One of the great tragedies of this country is that similar problems exist in almost every other state. Military contractors, for example, have been clever enough to spread their work out over several state and congressional districts, especially those of the congressional committees that affect defense, so that politicians have a stake in their prosperity. This of course means that state officials, including the congressional delegation, are unwilling to oppose expenditures for whatever weapon is being made locally without regard to whether it is dangerous or useless.

Commodity calamity

Here’s another reason why I recommend John Gravois’s article on the danger of understaffed agencies: the Commodity Futures Trading Commission, again according to the Journal, is “trying to swallow a huge expansion in its workload, without an accompanying boost in its budget.” Why should you care? The CFTC is all that stands between you and dangerous derivatives, as well as the speculators that drive up everything from corn to coffee to oil.
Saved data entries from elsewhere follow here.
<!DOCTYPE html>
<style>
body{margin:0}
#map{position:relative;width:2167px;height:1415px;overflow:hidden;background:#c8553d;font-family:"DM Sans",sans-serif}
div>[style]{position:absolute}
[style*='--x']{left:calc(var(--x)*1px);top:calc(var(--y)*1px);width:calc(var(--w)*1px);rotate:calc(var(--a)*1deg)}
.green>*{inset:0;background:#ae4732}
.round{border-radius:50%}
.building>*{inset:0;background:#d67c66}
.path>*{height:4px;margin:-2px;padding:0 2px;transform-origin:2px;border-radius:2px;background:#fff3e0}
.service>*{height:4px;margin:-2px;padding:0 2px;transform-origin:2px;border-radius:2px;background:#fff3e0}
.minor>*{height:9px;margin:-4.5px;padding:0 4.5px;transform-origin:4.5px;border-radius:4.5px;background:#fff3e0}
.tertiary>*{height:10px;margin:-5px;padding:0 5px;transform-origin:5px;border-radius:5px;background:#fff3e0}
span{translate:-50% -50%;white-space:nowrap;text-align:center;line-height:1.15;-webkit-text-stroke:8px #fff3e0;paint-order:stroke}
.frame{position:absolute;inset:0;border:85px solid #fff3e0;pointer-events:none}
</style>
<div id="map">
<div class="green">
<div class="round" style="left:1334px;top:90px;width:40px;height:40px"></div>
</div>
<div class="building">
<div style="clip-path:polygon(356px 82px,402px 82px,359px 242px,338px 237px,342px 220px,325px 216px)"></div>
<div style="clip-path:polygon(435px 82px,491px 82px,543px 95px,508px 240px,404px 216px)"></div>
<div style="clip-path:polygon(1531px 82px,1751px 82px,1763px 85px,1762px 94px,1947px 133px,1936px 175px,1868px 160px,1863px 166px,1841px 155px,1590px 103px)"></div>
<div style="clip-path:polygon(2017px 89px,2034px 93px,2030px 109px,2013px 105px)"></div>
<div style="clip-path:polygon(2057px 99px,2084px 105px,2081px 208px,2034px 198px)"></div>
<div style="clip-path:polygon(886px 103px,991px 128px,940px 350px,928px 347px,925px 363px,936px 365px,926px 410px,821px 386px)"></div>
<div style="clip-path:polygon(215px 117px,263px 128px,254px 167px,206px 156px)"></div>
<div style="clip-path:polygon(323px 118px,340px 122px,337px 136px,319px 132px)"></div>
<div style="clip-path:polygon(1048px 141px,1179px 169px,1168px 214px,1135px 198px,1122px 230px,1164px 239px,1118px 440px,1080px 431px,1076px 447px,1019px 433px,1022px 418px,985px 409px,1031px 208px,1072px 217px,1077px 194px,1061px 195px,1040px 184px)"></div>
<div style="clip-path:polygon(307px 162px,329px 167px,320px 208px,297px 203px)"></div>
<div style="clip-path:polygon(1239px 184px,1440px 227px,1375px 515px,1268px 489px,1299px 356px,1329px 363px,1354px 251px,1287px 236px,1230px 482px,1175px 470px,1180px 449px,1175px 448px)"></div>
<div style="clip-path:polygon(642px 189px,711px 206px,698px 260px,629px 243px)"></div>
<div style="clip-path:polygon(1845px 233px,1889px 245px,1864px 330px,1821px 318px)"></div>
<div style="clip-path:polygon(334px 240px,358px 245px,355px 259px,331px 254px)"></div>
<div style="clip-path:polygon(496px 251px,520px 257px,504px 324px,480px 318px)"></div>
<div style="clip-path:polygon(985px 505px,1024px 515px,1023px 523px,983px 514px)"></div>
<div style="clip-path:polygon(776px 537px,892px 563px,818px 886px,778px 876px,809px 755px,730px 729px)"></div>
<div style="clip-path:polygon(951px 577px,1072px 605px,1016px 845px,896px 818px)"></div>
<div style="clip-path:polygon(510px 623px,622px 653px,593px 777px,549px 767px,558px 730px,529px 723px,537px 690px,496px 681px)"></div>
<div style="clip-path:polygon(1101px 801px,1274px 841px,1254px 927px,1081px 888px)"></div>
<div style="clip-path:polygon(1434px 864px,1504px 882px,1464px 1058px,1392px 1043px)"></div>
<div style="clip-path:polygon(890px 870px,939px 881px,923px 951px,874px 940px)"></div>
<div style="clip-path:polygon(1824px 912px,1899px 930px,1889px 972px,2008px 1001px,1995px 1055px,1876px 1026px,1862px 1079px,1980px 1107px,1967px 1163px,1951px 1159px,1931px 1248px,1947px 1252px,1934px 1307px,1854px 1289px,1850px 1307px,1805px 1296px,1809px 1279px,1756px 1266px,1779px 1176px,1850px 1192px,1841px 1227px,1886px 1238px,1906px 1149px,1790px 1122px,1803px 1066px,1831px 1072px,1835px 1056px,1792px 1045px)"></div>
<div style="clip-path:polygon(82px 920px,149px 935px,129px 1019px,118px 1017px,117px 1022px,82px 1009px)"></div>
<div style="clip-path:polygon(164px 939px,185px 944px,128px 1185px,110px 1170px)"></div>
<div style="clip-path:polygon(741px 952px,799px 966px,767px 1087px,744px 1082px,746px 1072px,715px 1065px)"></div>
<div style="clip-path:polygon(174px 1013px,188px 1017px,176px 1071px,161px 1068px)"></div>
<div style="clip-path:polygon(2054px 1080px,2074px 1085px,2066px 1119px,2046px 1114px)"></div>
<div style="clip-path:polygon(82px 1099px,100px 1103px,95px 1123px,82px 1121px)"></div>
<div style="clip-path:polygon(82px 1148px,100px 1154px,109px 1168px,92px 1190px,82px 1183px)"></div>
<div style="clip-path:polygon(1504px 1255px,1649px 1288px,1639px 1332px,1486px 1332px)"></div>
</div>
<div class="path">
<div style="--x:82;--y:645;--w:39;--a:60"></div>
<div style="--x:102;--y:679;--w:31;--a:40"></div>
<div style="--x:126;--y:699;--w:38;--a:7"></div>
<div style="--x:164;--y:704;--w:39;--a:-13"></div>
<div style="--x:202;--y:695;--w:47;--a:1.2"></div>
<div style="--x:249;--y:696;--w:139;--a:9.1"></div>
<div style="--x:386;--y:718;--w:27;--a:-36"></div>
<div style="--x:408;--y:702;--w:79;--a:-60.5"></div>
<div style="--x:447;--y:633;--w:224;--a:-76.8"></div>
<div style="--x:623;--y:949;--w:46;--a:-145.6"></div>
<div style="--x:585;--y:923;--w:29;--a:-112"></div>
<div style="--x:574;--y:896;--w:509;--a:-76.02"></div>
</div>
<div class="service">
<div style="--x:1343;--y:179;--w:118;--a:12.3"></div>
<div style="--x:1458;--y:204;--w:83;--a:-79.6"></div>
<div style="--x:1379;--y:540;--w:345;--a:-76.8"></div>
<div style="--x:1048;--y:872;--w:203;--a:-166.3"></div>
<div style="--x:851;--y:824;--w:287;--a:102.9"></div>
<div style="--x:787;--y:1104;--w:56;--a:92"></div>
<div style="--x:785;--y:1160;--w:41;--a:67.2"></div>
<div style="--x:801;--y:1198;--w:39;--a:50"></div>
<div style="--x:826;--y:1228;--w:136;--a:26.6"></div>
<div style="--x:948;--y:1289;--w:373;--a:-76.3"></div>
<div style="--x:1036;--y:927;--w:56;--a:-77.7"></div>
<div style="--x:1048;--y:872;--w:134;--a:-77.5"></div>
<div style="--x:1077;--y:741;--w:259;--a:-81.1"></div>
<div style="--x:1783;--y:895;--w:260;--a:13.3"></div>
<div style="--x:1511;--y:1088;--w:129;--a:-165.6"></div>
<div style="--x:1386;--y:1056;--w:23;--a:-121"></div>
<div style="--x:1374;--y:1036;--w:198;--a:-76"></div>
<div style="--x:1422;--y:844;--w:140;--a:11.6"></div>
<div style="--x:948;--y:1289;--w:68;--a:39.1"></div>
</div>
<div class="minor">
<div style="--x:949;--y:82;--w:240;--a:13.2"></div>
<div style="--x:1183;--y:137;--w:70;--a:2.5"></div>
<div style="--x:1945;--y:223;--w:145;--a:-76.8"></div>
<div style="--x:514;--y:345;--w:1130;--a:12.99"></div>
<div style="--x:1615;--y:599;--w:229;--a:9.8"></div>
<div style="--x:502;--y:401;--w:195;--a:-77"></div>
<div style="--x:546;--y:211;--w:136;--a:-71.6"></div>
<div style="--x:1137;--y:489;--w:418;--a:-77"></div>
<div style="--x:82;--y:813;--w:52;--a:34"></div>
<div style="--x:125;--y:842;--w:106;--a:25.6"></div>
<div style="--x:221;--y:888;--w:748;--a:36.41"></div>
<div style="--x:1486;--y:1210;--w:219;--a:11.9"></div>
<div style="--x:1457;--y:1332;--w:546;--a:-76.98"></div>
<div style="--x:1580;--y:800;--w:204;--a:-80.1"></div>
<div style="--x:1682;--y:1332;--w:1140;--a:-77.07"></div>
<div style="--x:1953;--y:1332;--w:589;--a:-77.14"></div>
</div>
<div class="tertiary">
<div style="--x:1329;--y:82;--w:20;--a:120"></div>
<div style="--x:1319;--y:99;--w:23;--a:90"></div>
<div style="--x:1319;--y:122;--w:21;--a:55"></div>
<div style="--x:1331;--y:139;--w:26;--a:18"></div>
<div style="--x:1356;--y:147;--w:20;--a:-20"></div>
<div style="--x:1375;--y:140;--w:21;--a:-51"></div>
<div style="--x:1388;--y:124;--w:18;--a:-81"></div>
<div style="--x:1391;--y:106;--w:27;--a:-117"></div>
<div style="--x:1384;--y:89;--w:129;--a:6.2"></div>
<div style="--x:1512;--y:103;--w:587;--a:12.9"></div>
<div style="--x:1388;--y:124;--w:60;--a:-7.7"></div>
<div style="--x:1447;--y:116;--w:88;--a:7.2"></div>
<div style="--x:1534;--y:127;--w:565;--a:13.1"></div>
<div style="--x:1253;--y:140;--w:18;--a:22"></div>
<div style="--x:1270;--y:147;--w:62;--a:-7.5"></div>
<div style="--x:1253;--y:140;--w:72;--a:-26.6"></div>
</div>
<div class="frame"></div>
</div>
Hoosier hero, Tea Party zero

The only at-all-prominent Republican leader who seems to acknowledge the importance of regulation is Mitch Daniels, the governor of Indiana. As former head of the OMB, he also understands the value of performance—of how to make the trains of government run on time. But I fear the Tea Partiers, with their dogmatic and automatic antigovernment attitude, will never allow someone like Daniels to become president.

Make-believe = survival

In our last issue, I told you that most cables our diplomats send to the State Department are not read. Now comes confirmation from no less than the Secretary of State herself. Hillary Clinton is acknowledging, reports Lisa Rein of the Washington Post, that most of the thousands of reports our diplomats send to State “are never read.” Clinton, however, blames the problem on reports that the diplomats are required to write. What she does not acknowledge is that many of the cables are self-generated by the diplomats.
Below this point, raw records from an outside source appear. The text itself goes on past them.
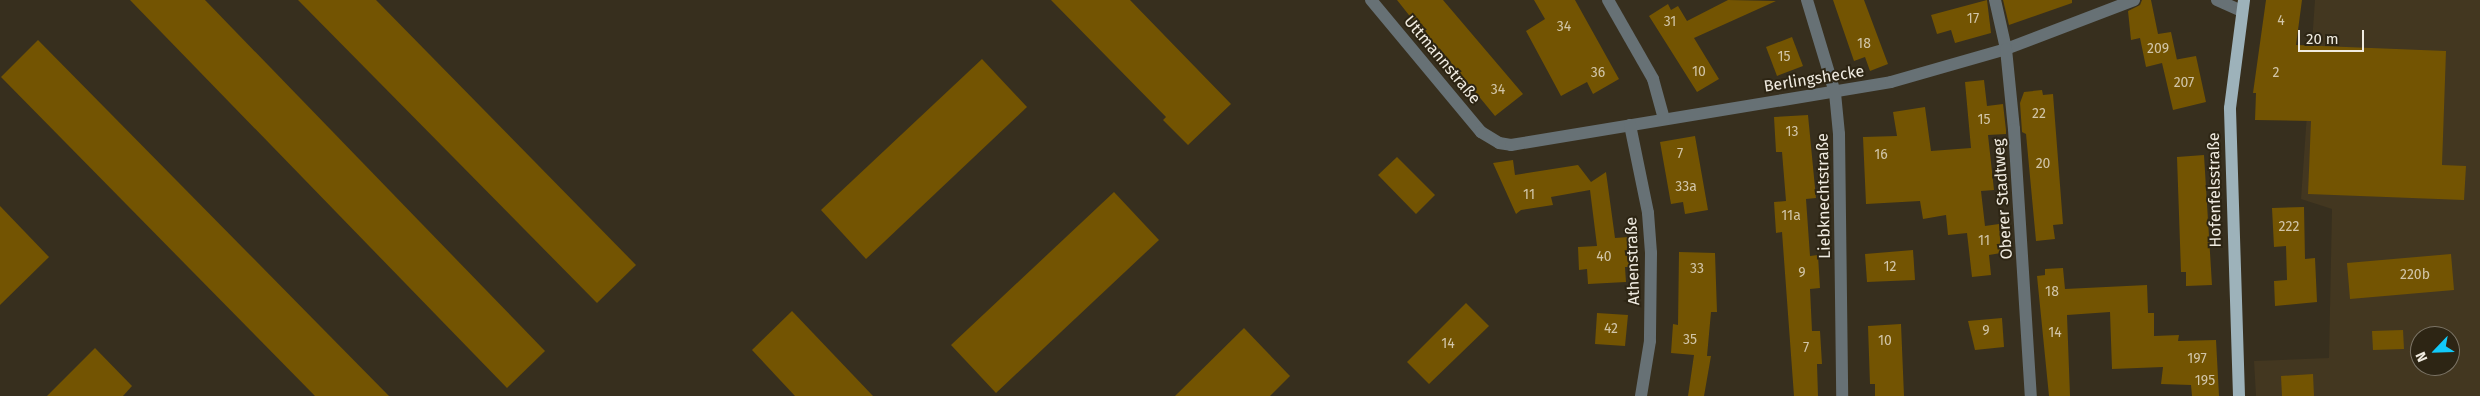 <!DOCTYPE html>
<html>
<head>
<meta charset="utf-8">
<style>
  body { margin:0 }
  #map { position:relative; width:2480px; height:396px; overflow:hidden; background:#372f1e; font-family:"Fira Sans",sans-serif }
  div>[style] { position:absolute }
  .built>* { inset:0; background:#433720 }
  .building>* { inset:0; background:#735402 }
  .minor>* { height:12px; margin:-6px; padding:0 6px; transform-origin:6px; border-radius:6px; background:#677175 }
  .major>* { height:12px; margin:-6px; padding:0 6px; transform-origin:6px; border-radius:6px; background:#9db2ba }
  span { translate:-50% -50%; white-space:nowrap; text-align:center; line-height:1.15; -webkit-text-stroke:4px #2d2514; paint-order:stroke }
  .number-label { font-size:14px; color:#d1c5a8 }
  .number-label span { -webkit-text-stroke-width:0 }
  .street-label { font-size:16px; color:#f0ebe0 }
  .north { position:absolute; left:2410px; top:326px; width:50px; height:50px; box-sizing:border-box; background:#2d2514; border:1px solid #7b7466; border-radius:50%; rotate:246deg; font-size:14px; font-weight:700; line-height:20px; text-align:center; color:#f0ebe0 }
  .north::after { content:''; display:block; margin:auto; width:18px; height:22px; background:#12cafb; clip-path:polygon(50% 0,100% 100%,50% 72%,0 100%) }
  .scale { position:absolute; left:2298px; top:30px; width:66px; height:22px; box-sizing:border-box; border:2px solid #f0ebe0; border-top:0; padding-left:6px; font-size:15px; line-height:18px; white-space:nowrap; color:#f0ebe0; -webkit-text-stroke:4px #2d2514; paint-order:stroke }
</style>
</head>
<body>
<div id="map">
  <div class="built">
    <i style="clip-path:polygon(evenodd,2315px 0,2480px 0,2480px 396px,2256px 396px,2254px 361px,2329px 358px,2332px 209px,2301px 199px,2315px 0,2420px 336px,2450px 336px,2450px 366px,2420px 366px,2420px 336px)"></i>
  </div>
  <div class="building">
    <i style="clip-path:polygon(130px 0,205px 0,545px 351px,507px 388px)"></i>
    <i style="clip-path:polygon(298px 0,376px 0,636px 265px,597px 303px)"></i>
    <i style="clip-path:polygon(1051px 0,1130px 0,1231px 104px,1188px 145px,1163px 120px,1166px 117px)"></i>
    <i style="clip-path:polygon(1397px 0,1443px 0,1523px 94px,1495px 116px,1439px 48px,1431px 54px,1419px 39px,1424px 34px)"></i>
    <i style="clip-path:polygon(1534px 0,1575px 0,1619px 79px,1593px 94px,1587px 82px,1561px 96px,1526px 31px,1545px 19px)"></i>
    <i style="clip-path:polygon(1728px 0,1776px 1px,1694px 38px,1719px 79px,1697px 92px,1649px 16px,1668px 4px,1671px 10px,1678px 6px,1687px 21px)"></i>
    <i style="clip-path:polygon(1833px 0,1864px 0,1888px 64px,1870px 71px,1865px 57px,1854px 61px)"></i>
    <i style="clip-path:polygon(1987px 0,1991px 33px,1955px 43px,1951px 30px,1937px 34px,1931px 15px)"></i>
    <i style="clip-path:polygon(2003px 0,2072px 0,2072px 3px,2009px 25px)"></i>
    <i style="clip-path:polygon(2142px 0,2151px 0,2158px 34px,2171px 32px,2177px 60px,2174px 60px,2196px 56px,2206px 102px,2173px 110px,2162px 63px,2146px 67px,2140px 38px,2131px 40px,2128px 11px,2140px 5px)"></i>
    <i style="clip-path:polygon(2266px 0,2302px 0,2296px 45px,2446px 51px,2442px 165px,2466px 166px,2464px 200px,2308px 194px,2311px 121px,2255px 120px,2256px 93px,2253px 93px)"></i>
    <i style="clip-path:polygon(1792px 37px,1803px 66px,1777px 76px,1766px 47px)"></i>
    <i style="clip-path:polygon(38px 40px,389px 396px,315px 396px,1px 77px)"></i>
    <i style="clip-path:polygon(982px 59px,1027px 107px,866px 259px,821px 210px)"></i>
    <i style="clip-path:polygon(1984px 80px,1987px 106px,2003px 104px,2006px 130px,2006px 134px,1988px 135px,1994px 190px,1981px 191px,1985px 226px,1999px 224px,2001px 253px,1989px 255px,1991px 275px,1972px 277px,1967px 233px,1948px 235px,1946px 215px,1923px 219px,1920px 201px,1866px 204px,1863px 137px,1897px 136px,1893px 112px,1925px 107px,1931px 151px,1971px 148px,1965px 82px)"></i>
    <i style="clip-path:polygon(2042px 90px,2043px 95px,2053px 94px,2063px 224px,2053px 225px,2055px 239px,2036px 241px,2026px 134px,2022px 132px,2020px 103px,2024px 92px)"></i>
    <i style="clip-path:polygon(1808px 115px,1816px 198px,1806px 199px,1810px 256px,1818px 255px,1820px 288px,1810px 289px,1812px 331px,1820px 331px,1822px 364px,1817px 364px,1818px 396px,1794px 396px,1782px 232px,1776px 233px,1774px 202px,1786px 201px,1782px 152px,1776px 152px,1774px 117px)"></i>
    <i style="clip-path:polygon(1695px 136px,1708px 210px,1685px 214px,1683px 202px,1671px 204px,1660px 142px)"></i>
    <i style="clip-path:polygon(2204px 155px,2212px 285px,2186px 286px,2186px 272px,2181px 272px,2177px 157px)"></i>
    <i style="clip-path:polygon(1397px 157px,1435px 195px,1416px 214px,1378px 175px)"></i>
    <i style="clip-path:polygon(1513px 160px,1515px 175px,1578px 165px,1591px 182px,1606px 172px,1615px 238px,1629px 237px,1630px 267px,1625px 267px,1626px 282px,1588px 284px,1587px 269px,1579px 270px,1578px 247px,1597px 246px,1590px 190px,1551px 197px,1553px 205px,1521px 210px,1516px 214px,1493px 163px)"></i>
    <i style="clip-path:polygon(1114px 192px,1159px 240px,996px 393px,951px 345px)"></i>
    <i style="clip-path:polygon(0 206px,49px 257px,0 305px)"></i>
    <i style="clip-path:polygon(2304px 207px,2305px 259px,2315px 258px,2317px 302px,2275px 306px,2274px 281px,2287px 280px,2286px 246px,2274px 247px,2272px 208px)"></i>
    <i style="clip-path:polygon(1913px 250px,1915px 280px,1867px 282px,1865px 254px)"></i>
    <i style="clip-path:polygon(1679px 252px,1715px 253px,1717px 312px,1711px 312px,1707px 356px,1711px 356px,1704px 396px,1688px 396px,1694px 355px,1671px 353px,1673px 324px,1678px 325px)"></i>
    <i style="clip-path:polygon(2451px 254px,2454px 290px,2350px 299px,2347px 263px)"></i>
    <i style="clip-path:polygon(2063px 268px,2065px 289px,2147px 285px,2148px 313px,2154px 313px,2154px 336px,2179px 335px,2178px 341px,2216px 340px,2219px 396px,2192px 396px,2191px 385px,2161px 384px,2163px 367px,2112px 369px,2110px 312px,2067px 315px,2070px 396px,2049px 396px,2037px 276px,2045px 275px,2045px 269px)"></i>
    <i style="clip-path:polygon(1466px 303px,1489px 326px,1429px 384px,1407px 362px)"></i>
    <i style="clip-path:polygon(792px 311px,873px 396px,795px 396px,752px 350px)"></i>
    <i style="clip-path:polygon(1597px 313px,1628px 315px,1625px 346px,1595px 344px)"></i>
    <i style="clip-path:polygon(2002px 318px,2004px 347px,1975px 350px,1968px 321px)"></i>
    <i style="clip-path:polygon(1901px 324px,1904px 396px,1875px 396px,1875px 384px,1870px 384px,1868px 326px)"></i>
    <i style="clip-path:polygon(1244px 328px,1290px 376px,1270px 396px,1175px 396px)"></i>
    <i style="clip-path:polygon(2403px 330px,2404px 349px,2373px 350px,2372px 331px)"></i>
    <i style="clip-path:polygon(95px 348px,132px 386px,123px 396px,47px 396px)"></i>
    <i style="clip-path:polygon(2313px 374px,2314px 396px,2282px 396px,2281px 376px)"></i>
  </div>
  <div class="minor">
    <i style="left:1371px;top:0;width:172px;rotate:50.2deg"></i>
    <i style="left:1481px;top:132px;width:21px;rotate:31deg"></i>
    <i style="left:1499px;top:143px;width:12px;rotate:9deg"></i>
    <i style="left:1511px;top:145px;width:385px;rotate:-9.4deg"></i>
    <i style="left:1891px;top:82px;width:120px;rotate:-16deg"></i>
    <i style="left:2006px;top:49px;width:137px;rotate:-20.9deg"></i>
    <i style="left:1608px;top:0;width:91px;rotate:60.3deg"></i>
    <i style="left:1653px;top:79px;width:41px;rotate:74.6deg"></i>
    <i style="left:1807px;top:0;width:97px;rotate:73.2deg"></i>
    <i style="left:1835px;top:93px;width:41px;rotate:84.4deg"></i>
    <i style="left:1839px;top:134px;width:262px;rotate:89.3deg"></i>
    <i style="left:1995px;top:0;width:50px;rotate:77.3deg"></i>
    <i style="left:2006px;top:49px;width:80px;rotate:84.3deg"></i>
    <i style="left:2014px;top:129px;width:268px;rotate:86.4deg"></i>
    <i style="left:2217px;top:0;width:27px;rotate:24deg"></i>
    <i style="left:1630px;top:125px;width:90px;rotate:78.4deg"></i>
    <i style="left:1648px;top:213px;width:40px;rotate:85.7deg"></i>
    <i style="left:1651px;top:253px;width:88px;rotate:90.7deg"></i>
    <i style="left:1650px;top:341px;width:56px;rotate:99.3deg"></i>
  </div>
  <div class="major">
    <i style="left:2239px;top:396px;width:288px;rotate:-91.8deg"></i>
    <i style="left:2230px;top:108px;width:109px;rotate:-82.6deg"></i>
  </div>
  <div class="number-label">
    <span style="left:1973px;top:19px">17</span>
    <span style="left:2281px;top:21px">4</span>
    <span style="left:1670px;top:22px">31</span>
    <span style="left:1564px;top:27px">34</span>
    <span style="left:1864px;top:44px">18</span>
    <span style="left:2158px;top:49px">209</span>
    <span style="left:1784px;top:57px">15</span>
    <span style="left:1699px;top:72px">10</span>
    <span style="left:1598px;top:73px">36</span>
    <span style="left:2276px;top:73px">2</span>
    <span style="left:2184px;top:83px">207</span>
    <span style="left:1498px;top:90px">34</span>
    <span style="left:2039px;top:114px">22</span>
    <span style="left:1984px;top:120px">15</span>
    <span style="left:1792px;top:132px">13</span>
    <span style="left:1680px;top:154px">7</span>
    <span style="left:1881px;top:155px">16</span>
    <span style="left:2043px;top:164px">20</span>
    <span style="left:1686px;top:187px">33a</span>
    <span style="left:1529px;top:195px">11</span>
    <span style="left:1791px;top:216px">11a</span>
    <span style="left:2289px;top:227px">222</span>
    <span style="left:1984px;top:241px">11</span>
    <span style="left:1604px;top:257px">40</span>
    <span style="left:1890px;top:267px">12</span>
    <span style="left:1697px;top:269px">33</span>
    <span style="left:1802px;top:273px">9</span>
    <span style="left:2415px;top:275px">220b</span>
    <span style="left:2052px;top:292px">18</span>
    <span style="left:1611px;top:329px">42</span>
    <span style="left:1986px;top:331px">9</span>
    <span style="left:2055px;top:333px">14</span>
    <span style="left:1690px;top:340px">35</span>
    <span style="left:1885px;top:341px">10</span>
    <span style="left:1448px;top:344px">14</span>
    <span style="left:1806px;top:348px">7</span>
    <span style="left:2197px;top:359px">197</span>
    <span style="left:2205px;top:381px">195</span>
  </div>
  <div class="street-label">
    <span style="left:1442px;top:60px;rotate:50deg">Uttmannstraße</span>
    <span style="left:1814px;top:79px;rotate:-9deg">Berlingshecke</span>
    <span style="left:2215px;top:190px;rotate:-91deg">Hofenfelsstraße</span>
    <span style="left:1824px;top:196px;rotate:-91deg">Liebknechtstraße</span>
    <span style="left:2003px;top:199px;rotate:-94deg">Oberer Stadtweg</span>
    <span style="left:1633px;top:261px;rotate:-92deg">Athenstraße</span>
  </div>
  <div class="north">N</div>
  <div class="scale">20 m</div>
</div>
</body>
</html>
In my book How Washington Really Works, I explained the basic bureaucratic equation: “Make-believe = survival.” Writing memoranda and attending meetings are the activities that offer an official the opportunity to appear to be working hard and at the same time avoid trouble.

A similar truth applies to their bosses: “I have to confess, as a senator,” says Clinton, “when in doubt, order a report.”

This reminds me of a secret of Washington life enunciated by one of the great students of bureaucracy, the late Jim Boren: “When in doubt, mumble.” An important corollary is to accompany the mumble with the grave demeanor of a wise elder statesman.